Scale Park Pilot: Rob Caso


Article and photos by the author. Featured in the Spring 2011 issue of Park Pilot.

I really needed a full-figure pilot for my new de Havilland D.H.2. The model’s bare cockpit was like a gaping hole in the nacelle that exposed some of the radio gear and the battery tray. In one of my previous articles for Park Pilot, I had outlined a step-by-step for painting a pilot figure. Now I will demonstrate how you can transform a commercially available pilot bust into a 3/4-size or full-figure pilot. I found a nice 1/8-scale pilot bust from Maxford USA. The bust looked as though it would fit into my model, but I felt that it would look a bit silly to simply glue the bust onto a stick and install it in the cockpit as it was. I knew that I had to add the rest of the torso, most of the legs, and the arms and hands to complete the illusion of having a real pilot in the cockpit. My plan was to leave off the lower legs since the battery tray would interfere with them. In the real D.H.2, the pilot’s legs fit way up front in the nose, under the instrument panel, so the omission was no big deal. I also had to make the figure removable for access to the RC gear, and use the torso to house my receiver. No seat would be necessary since the real D.H.2’s seat was very small, and no part of it would have been visible with the pilot sitting on top of it.
Here are the basic components that Rob Caso uses to create a full-figure pilot. (Left) Blue foam is cut and sanded to mate with the commercially available Maxford USA pilot bust. (Right) The foam body parts are shown here, already attached to the bust with epoxy and blended in.


Rob uses a piece of card stock as a template to help fashion his pilot’s arms.


Each arm is sanded round, glued to the bust with epoxy and faired into the bust.

I started with the Maxford bust and some blue-foam sheet. I measured myself to get the proportions close to correct, then cut the basic shapes from the foam. Note that the science of human measurement is called “anthropometry,” and professional sculptors proportion everything from the dimensions of the head. After hogging out the inside of the bust to save weight and make room for the receiver, assembly began with my use of epoxy to attach the newly cut foam torso to the bust with epoxy. I rough-shaped the torso, then coated the bare foam with Minwax Polycrylic. This coating allows vinyl spackle to adhere better, and prevents primers from attacking the foam. I coated the torso with spackle and sanded it, then attached and spackled the roughly shaped legs. I brushed more Polycrylic over the spackled areas, then applied very light coats of auto-body primer. Primer highlights where you need to contour the additions, and it reveals all your mistakes. I cut a piece of card stock to profile the arms, which helped me get the proper dimensions and angles. Once cut, I rounded the arms before pinning them onto the torso. At that point, I had to decide whether to attach the arms and finish them in place or work on them while they were still unattached to the torso. I chose the former because of access, and it would be easier to blend the upper arms into the pilot’s shoulders. The pilot’s new flight suit had to blend in with jacket on the bust.
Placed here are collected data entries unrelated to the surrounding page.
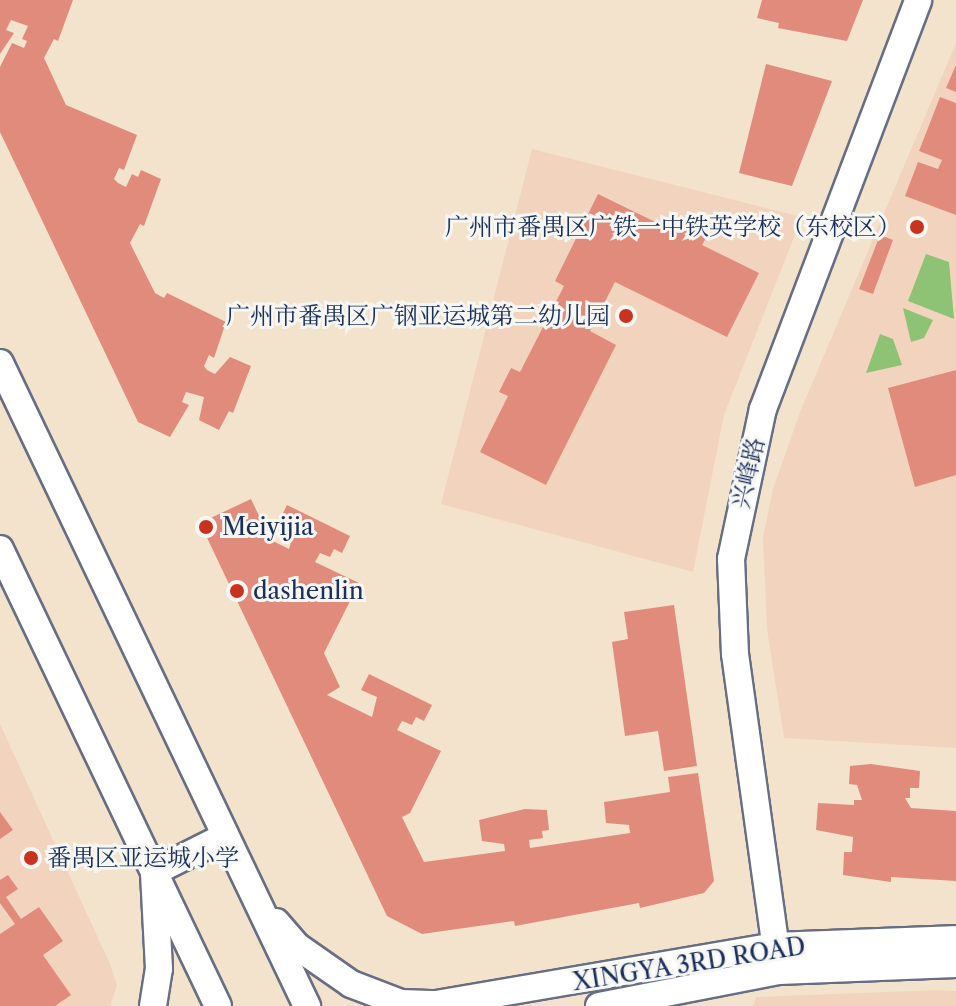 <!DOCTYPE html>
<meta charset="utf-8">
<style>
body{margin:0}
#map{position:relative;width:956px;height:1006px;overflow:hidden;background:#f3e3cc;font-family:"Libre Caslon Text","Noto Serif SC",serif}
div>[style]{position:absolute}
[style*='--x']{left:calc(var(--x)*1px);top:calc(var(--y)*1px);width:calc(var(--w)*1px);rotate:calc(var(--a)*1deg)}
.built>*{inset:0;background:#f2d4be}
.green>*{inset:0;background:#8ec375}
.building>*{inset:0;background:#e18b7d}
.roads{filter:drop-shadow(2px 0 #676e84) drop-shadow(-2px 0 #676e84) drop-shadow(0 2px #676e84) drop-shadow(0 -2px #676e84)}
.minor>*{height:26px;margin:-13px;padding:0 13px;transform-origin:13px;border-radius:13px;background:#fff}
.dots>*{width:22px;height:22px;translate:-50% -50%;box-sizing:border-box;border:4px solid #f6f6f2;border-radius:50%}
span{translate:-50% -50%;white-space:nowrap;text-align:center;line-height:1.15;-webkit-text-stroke:6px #f6f6f2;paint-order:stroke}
.poi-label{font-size:24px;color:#1b2f5e}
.right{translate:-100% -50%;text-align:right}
.left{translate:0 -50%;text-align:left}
.street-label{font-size:24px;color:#1b2f5e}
</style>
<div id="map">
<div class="built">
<div style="clip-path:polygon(956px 43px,956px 748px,784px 738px,767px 629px,763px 537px,773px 489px,800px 412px)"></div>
<div style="clip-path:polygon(532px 149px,802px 217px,724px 415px,693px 572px,441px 504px)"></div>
<div style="clip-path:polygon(0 724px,110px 964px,117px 986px,110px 1006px,0 1006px)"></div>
<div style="clip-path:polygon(937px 990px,956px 991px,956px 1006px,753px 1006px,756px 997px)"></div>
</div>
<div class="green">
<div style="clip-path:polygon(926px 254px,949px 262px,954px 319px,908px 301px)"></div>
<div style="clip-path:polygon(903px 308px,933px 320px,924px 338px,911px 342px)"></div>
<div style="clip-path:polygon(880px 334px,893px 339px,902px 365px,866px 373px)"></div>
</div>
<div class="building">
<div style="clip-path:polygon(0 0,73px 0,58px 41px,54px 39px,44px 58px,66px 105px,137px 135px,124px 170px,119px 168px,114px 179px,118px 183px,126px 187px,132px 174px,138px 177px,141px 170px,161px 179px,144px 226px,140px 224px,130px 243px,155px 293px,164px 298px,167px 293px,226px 322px,214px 358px,209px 355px,204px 366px,207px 370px,215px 374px,230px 357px,251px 366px,233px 413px,229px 411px,219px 430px,199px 420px,204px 397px,186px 392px,182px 402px,189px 405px,170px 437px,138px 422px,0 132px,0 67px,12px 43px,24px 48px,27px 41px,22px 39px,28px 26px,11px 20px,6px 30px,14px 33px,0 54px)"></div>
<div style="clip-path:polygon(762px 0,863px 0,847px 41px,778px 28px,779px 23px,757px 18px)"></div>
<div style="clip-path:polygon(766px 64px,832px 81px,792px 186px,739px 173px)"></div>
<div style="clip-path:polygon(956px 65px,956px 92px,946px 88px)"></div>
<div style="clip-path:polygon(940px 97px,956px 103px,956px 215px,905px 196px,918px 162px,938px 169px,942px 160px,919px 151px)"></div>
<div style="clip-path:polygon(598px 194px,678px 233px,683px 224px,707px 236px,702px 245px,759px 273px,727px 337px,615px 282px,590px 331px,616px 345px,546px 485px,480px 452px,508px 396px,499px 392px,511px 368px,520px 372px,564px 286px,555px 281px)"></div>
<div style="clip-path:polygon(880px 235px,893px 240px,873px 294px,859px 289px)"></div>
<div style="clip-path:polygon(956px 370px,956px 475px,915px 487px,888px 388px)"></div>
<div style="clip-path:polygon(251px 499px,261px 520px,245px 527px,289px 549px,295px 529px,279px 521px,287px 505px,350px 536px,342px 553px,334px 549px,330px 557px,320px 553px,315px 562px,359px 583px,324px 653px,340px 687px,327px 695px,372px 717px,377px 697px,361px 690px,369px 674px,432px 705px,424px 721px,416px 717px,412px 725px,402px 721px,397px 730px,441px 751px,410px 813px,402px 817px,424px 862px,505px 851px,504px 844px,482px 841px,479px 820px,525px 809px,547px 810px,549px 830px,542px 831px,543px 838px,529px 840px,530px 848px,630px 833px,629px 825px,606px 823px,604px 802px,670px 792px,668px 777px,698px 773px,714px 881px,704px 893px,640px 908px,639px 903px,515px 926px,514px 921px,422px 934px,387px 916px,200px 523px)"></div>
<div style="clip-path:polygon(674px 605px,697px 766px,664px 771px,658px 731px,625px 736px,612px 642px,628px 639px,624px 612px)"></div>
<div style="clip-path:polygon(871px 764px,920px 771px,919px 788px,910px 788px,910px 798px,905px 798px,911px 808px,956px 811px,956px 881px,891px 877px,891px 882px,843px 875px,844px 852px,852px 852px,853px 837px,816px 830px,818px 803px,854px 805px,854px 800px,862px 800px,857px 785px,849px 784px,850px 766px)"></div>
<div style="clip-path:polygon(0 812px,13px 830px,0 839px)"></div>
<div style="clip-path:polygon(8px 875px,18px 889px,6px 897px,21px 919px,39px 907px,63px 941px,43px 955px,71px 995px,55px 1006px,0 1006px,0 934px,15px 924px,0 903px,0 880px)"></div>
</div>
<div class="roads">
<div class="minor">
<div style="--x:0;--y:363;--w:713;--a:64.48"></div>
<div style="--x:0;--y:549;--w:506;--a:64.5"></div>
<div style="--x:276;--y:922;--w:33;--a:49"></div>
<div style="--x:298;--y:947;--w:65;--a:34.9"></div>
<div style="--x:351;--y:984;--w:53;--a:20.8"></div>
<div style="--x:401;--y:1003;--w:37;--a:2"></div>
<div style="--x:779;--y:971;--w:320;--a:-97.9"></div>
<div style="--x:735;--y:654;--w:95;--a:-92.4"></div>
<div style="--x:731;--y:559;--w:153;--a:-78"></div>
<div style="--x:763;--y:409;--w:437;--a:-69.2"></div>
<div style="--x:153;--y:1006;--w:37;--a:-81"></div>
<div style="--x:159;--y:969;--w:97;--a:-93"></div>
<div style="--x:154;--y:872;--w:80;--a:-26.6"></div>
<div style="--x:424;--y:1006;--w:355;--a:-9.7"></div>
<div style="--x:774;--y:946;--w:182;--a:-2.2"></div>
<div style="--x:599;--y:1006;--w:183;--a:-11"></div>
<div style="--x:779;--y:971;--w:177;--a:-2.3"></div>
</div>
</div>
<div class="dots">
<div style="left:917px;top:227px;background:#c8321e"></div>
<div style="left:626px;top:316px;background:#c8321e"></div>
<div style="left:206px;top:527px;background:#c8321e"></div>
<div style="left:237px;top:591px;background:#c8321e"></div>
<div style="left:31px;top:858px;background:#c8321e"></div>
</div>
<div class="poi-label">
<span class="right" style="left:901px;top:227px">广州市番禺区广铁一中铁英学校（东校区）</span>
<span class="right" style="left:610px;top:316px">广州市番禺区广钢亚运城第二幼儿园</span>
<span class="left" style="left:222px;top:527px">Meiyijia</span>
<span class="left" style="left:253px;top:591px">dashenlin</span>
<span class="left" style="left:47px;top:858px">番禺区亚运城小学</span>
</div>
<div class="street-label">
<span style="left:748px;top:473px;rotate:-77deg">兴峰路</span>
<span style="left:689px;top:964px;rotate:-9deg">XINGYA 3RD ROAD</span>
</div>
</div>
Once I had the contours right, I began to build up the continuations in creases, folds and seams. The hands are hardest to get right. They must be in proportion to the rest of the figure, and posed correctly to hold the control column or work the other controls. My pilot wears heavy gloves, which makes this process a bit easier.
(Left) The pilot’s hands are fashioned from an armature of copper wire, then filled with auto-body putty and sanded. (Right) Once the hands are attached, filler is used to create gauntlet gloves.


Open the ends of the forearms with a rotary tool to fit the hands.

I made an “armature,” a common practice in sculpting circles. Wire strands, soft enough to bend but stiff enough to hold their shape, are formed in the rough shape of the arms, then filled with putty, trimmed and sanded. I also used body filler to create the gauntlets, and to blend the hands in with the forearms. The arms are foam and somewhat on the weak side, so I used a 3/32-inch drill to cut a path for a couple of toothpicks that would give the arms rigidity. Inserted with epoxy, one goes up from the elbow to the shoulder and the other goes in from the back of the elbow. After final filling and detailing my additions, I used the painting process that I’ve outlined in previous articles. Now, when a commercially available, full-figure pilot is not available, you know how to make one. It’s considerable work, but sensible for a serious scale model.
Here’s the pilot, finished in primer. His face has already been painted with a flesh tone mix.


All the painting and detailing has been completed, and the pilot is in the cockpit.